> _Your instructions_: Count, please, the lines in the listing below that contain "linecap", and reply with the count only.
-- Opening Marker --
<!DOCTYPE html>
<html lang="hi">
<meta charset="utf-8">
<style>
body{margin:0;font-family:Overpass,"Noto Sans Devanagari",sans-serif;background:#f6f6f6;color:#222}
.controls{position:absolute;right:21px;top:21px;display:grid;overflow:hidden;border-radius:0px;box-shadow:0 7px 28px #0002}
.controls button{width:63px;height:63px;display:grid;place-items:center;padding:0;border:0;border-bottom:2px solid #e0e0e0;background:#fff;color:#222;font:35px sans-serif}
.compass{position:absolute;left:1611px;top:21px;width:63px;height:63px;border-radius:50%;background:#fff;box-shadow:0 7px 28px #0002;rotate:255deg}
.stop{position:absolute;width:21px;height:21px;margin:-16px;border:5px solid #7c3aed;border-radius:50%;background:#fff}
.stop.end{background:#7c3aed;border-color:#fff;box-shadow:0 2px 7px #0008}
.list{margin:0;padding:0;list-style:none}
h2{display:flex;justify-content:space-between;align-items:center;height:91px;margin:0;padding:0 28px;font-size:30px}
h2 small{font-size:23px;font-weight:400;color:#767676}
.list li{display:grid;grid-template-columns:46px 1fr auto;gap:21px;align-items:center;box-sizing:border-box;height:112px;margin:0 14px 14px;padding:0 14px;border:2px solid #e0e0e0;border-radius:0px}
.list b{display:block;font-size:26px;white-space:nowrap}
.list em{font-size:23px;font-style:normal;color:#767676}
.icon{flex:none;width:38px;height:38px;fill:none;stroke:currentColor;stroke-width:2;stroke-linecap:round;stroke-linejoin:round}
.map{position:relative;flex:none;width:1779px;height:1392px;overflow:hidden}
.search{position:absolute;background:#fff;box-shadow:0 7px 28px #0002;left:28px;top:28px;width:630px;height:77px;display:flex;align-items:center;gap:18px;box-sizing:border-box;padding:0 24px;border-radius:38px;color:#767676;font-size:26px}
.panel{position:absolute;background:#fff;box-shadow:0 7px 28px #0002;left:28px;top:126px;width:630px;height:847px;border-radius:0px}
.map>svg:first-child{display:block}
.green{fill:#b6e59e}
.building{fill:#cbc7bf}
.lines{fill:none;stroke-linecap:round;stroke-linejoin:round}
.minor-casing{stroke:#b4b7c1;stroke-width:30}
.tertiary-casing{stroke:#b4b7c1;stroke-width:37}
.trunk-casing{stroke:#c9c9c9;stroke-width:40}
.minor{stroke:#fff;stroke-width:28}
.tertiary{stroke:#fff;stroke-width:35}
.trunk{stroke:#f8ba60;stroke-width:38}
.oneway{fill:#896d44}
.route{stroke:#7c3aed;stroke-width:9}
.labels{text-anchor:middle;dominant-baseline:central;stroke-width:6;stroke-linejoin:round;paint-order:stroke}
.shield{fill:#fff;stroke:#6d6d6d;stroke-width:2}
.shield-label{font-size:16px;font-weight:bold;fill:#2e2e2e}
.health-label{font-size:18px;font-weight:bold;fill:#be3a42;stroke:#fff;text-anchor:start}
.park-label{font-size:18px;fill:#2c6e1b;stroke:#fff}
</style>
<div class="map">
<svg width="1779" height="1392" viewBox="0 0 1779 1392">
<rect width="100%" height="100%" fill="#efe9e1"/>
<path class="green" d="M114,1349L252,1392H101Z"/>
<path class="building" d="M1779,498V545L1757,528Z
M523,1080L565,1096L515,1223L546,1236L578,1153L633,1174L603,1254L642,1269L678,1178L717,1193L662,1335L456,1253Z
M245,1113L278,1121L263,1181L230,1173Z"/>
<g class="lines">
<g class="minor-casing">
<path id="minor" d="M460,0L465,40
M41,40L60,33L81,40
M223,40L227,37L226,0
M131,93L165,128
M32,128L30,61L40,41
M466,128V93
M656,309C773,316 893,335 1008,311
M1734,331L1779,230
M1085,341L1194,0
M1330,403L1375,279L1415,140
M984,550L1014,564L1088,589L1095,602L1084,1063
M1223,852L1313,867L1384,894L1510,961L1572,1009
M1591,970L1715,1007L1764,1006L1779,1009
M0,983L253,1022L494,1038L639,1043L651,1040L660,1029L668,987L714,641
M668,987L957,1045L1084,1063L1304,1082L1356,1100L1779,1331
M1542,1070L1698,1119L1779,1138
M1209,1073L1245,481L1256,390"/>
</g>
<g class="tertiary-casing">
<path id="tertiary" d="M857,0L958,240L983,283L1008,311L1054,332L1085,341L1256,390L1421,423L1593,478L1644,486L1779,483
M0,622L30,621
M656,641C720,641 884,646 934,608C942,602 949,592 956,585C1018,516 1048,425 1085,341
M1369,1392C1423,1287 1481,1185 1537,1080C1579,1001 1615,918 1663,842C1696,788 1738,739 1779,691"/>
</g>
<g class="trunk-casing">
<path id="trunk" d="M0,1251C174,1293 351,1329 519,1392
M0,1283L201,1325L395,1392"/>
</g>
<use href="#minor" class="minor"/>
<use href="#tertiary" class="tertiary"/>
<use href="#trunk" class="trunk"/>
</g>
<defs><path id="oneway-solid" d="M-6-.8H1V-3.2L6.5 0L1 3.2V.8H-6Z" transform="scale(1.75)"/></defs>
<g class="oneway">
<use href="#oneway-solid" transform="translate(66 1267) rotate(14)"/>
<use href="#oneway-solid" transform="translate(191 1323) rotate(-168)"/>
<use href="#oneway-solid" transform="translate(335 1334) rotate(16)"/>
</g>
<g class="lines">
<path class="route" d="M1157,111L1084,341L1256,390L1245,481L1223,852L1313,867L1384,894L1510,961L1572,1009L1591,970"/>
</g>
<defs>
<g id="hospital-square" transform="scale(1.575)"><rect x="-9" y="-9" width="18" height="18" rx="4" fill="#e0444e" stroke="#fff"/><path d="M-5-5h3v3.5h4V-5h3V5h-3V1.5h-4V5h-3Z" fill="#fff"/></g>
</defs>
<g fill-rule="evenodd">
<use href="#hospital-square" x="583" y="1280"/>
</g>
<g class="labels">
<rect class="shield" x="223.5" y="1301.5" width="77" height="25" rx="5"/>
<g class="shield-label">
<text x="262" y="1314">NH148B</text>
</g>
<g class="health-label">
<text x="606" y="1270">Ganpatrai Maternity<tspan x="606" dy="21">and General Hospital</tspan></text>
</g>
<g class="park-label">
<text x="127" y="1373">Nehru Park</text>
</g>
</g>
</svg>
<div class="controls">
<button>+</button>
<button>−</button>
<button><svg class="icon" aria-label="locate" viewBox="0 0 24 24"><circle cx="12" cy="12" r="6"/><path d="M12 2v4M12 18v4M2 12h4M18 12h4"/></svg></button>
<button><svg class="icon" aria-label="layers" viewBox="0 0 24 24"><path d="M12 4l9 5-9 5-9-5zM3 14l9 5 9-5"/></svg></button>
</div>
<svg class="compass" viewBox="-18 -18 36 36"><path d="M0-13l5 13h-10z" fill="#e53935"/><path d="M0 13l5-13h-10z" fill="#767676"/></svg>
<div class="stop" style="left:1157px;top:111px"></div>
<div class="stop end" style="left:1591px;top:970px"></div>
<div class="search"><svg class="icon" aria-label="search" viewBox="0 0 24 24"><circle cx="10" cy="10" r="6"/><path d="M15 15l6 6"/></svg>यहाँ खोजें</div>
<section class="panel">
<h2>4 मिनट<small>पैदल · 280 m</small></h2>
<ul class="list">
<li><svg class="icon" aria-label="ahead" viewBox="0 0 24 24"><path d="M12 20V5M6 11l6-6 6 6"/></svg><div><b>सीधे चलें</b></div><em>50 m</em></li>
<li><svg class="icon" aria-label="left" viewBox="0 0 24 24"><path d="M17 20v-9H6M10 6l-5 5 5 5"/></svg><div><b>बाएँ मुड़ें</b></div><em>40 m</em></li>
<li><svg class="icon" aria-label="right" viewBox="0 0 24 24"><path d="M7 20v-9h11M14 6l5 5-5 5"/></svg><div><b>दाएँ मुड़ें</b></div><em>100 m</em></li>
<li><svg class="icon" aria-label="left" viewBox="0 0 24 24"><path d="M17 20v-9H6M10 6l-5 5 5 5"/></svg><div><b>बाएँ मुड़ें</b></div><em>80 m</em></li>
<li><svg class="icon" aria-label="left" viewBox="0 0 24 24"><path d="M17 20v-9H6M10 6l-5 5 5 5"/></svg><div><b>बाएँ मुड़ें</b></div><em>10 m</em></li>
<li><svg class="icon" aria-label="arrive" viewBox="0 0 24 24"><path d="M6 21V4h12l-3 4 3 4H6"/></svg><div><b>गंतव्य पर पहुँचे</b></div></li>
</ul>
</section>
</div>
-- Closing Marker --
> _Answer to the exercise_: 2